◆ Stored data
▬▬▬▬▬▬

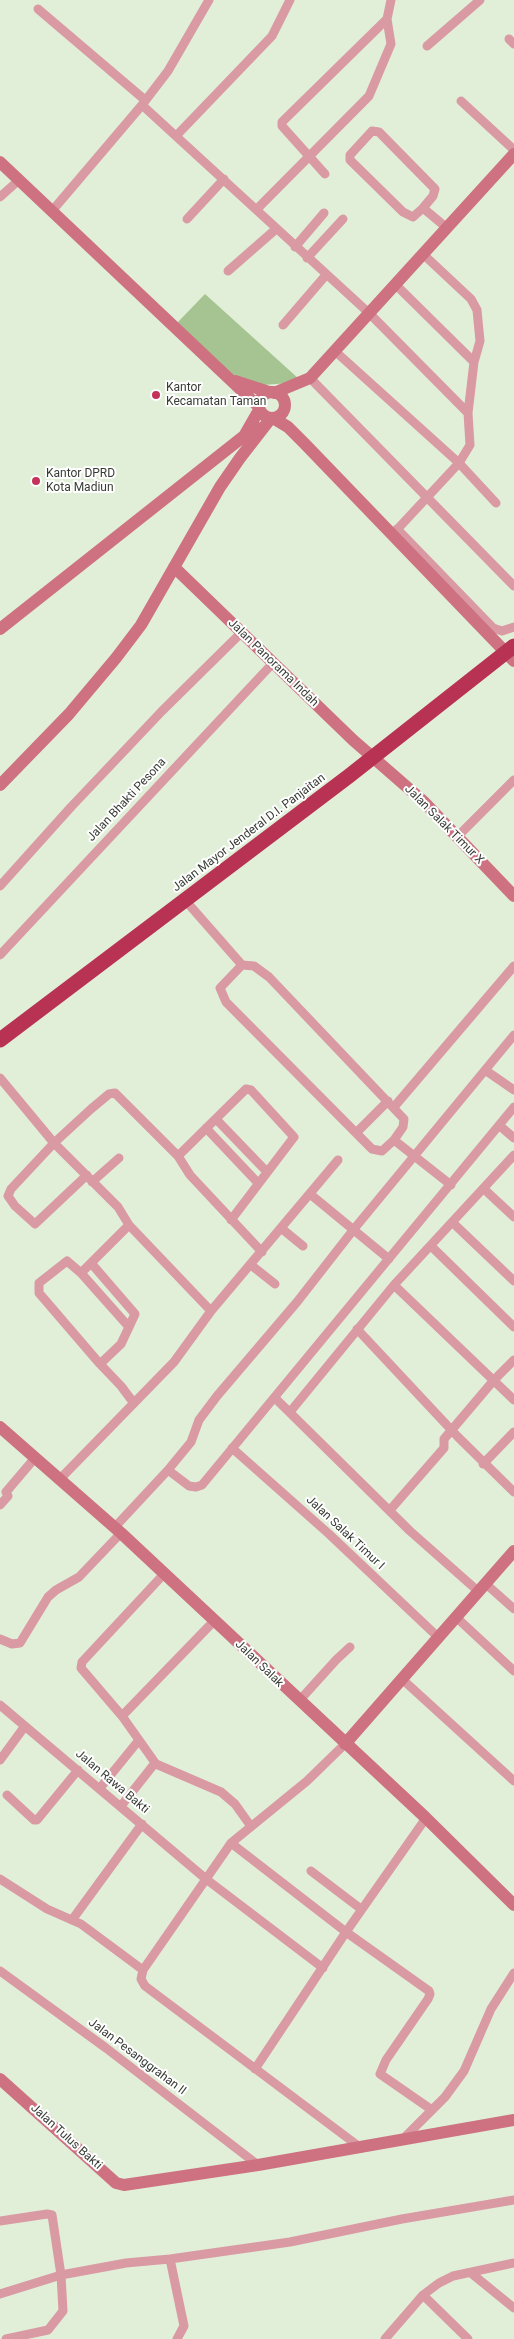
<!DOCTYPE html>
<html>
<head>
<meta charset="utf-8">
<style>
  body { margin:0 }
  canvas { display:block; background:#e1eed8 }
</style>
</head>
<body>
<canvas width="514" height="2339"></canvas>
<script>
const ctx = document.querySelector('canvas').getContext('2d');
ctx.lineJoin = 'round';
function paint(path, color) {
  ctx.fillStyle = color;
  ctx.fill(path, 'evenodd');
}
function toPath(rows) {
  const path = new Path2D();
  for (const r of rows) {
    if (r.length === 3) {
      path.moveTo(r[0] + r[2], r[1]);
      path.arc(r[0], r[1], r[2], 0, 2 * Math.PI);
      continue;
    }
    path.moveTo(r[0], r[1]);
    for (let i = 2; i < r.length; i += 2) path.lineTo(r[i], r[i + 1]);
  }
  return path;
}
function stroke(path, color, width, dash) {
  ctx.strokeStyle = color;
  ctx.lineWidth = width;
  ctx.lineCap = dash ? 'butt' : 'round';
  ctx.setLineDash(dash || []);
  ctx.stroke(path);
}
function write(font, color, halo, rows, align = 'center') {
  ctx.font = font + ' Roboto,sans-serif';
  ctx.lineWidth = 4;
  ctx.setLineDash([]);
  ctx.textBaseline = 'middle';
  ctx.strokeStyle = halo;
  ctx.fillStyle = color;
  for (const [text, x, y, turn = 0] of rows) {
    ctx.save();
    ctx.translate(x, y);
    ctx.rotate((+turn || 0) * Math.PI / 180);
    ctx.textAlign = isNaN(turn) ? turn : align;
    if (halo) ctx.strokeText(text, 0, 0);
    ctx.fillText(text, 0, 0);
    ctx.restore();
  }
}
paint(toPath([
  [205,294,299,379,289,383,263,385,232,376,177,323]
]), '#a6c491');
stroke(toPath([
  [38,9,145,100],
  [509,39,514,44],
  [427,46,480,0],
  [461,101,514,150],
  [142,105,370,314,468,413],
  [177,135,272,36,290,0],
  [325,174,282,126,282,122,387,19],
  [0,197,19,180],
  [423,208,433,196,435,189,379,132,372,131,350,155,350,160,403,212,413,217,423,208,447,228],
  [257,209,369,96,391,44,387,19,391,0],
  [52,211,142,105,168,71,209,0],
  [187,219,224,179],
  [295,247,324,213],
  [307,258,343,219],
  [228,271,276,229],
  [396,285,474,362],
  [283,325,326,275],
  [336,352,459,463,496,503],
  [310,378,514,586],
  [397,529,493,628,502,631,514,627],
  [392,535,459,463,470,445,468,413,474,362,480,341,477,310,471,299,424,255],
  [458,836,514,780],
  [0,886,71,807,162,711,242,632],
  [185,900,242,965,220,988,226,1002,372,1149,382,1151,394,1140,403,1127,404,1119,269,977,254,966,242,965],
  [0,955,273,663],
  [485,1070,514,1090],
  [0,1078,54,1143,118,1207,129,1225,81,1273],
  [394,1107,514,966],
  [216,1119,267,1172],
  [500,1126,514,1138],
  [206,1128,258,1183],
  [356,1133,388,1101],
  [394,1140,451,1185],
  [178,1156,246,1089,251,1090,294,1137,231,1220],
  [87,1175,35,1224,15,1206,8,1196,11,1189,54,1143,91,1109,109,1094,115,1093,178,1156,190,1175,262,1252],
  [92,1182,119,1158],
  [484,1189,514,1217],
  [310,1194,389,1259],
  [452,1222,514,1281],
  [129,1225,211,1311],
  [281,1228,303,1246],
  [431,1246,514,1327],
  [91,1263,135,1314,129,1327],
  [251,1265,275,1284],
  [394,1285,514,1400],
  [357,1329,458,1437,514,1492],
  [100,1364,121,1344,129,1327,81,1273,67,1261,39,1283,39,1293,100,1364,121,1386,133,1402],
  [275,1398,410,1531,479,1592],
  [290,1412,394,1285,514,1155],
  [232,1448,329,1534,439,1638],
  [483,1464,514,1432],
  [168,1470,191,1442,199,1420,217,1396,297,1302,354,1229,514,1035],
  [59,1480,174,1362,211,1311,338,1160],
  [0,1505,8,1496,6,1492,34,1459],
  [390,1510,444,1448,444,1439,494,1380,514,1360],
  [114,1528,168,1470,189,1486,196,1487,202,1485,514,1107],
  [163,1575,82,1662,81,1668,122,1716,156,1764,221,1792,235,1804,250,1825],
  [486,1584,514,1609],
  [457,1618,514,1671],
  [0,1639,12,1644,20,1643,48,1597,56,1590,79,1577,121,1533],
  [402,1679,514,1781],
  [299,1701,336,1660,350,1647],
  [0,1705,206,1879,323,1968],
  [122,1716,214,1621],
  [345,1744,307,1781,231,1843,143,1970,141,1979,145,1986,361,2148],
  [0,1760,25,1726],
  [100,1788,139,1740],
  [7,1795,34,1820,37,1820,78,1770],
  [121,1806,155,1763],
  [231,1843,346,1932,429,1991,430,1994,428,1999,386,2060,380,2074,432,2110],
  [311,1871,361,1909],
  [0,1879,47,1909,81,1924,143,1970],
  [72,1920,142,1824],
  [0,1971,106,2048,258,2165],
  [255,2069,346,1932,426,1818],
  [403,2139,445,2097,464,2071,491,2009,514,1973],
  [0,2221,47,2214,52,2215,61,2275,63,2311,48,2330,6,2339],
  [170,2259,184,2326,177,2339],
  [471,2273,514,2308],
  [0,2294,61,2275,126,2263,170,2259,290,2242,402,2219,514,2200],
  [423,2295,468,2339],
  [385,2339,423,2295,439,2283,453,2276,514,2263]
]), '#da9aa3', 9);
stroke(toPath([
  [0,162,258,406],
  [235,381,269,392],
  [272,405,13],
  [274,393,310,378,514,154],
  [273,418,288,427,305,444,514,661],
  [243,438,259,410],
  [174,567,353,740,423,801,514,896],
  [0,629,244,436,261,428],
  [0,785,69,714,116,658,141,625,220,487,240,458,271,418],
  [0,1427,121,1533,426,1818,514,1905],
  [345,1744,514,1551],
  [0,2079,116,2183,124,2185,258,2165,514,2120]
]), '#ce7281', 12);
stroke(toPath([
  [0,1040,349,776,514,646]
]), '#b83254', 15);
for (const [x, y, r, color] of [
  [156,395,5,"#c33358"],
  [36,481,5,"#c33358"]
]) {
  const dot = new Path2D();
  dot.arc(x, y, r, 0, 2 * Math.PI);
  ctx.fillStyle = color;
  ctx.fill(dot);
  stroke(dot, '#fff', 2);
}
write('12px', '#373c34', '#fff', [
  ["Kantor",166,388],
  ["Kecamatan Taman",166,402],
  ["Kantor DPRD",46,474],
  ["Kota Madiun",46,488]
], 'left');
write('12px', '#373c34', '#fff', [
  ["Jalan Panorama Indah",273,663,44],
  ["Jalan Bhakti Pesona",127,800,-47],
  ["Jalan Salak Timur X",444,825,45],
  ["Jalan Mayor Jenderal D.I. Panjaitan",249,833,-37],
  ["Jalan Salak Timur I",345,1533,43],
  ["Jalan Salak",259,1664,44],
  ["Jalan Rawa Bakti",112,1782,40],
  ["Jalan Pesanggrahan II",137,2057,37],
  ["Jalan Tulus Bakti",66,2137,42]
]);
</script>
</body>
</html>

▬▬▬▬▬▬

◆ TASK INSTRUCTIONS
Only the lines above from the one with "for (const r" up to and including the one with "ctx.fillText(text, 0, 0);" should be repeated, exactly as written.

◆ RESPONSE AREA
  for (const r of rows) {
    if (r.length === 3) {
      path.moveTo(r[0] + r[2], r[1]);
      path.arc(r[0], r[1], r[2], 0, 2 * Math.PI);
      continue;
    }
    path.moveTo(r[0], r[1]);
    for (let i = 2; i < r.length; i += 2) path.lineTo(r[i], r[i + 1]);
  }
  return path;
}
function stroke(path, color, width, dash) {
  ctx.strokeStyle = color;
  ctx.lineWidth = width;
  ctx.lineCap = dash ? 'butt' : 'round';
  ctx.setLineDash(dash || []);
  ctx.stroke(path);
}
function write(font, color, halo, rows, align = 'center') {
  ctx.font = font + ' Roboto,sans-serif';
  ctx.lineWidth = 4;
  ctx.setLineDash([]);
  ctx.textBaseline = 'middle';
  ctx.strokeStyle = halo;
  ctx.fillStyle = color;
  for (const [text, x, y, turn = 0] of rows) {
    ctx.save();
    ctx.translate(x, y);
    ctx.rotate((+turn || 0) * Math.PI / 180);
    ctx.textAlign = isNaN(turn) ? turn : align;
    if (halo) ctx.strokeText(text, 0, 0);
    ctx.fillText(text, 0, 0);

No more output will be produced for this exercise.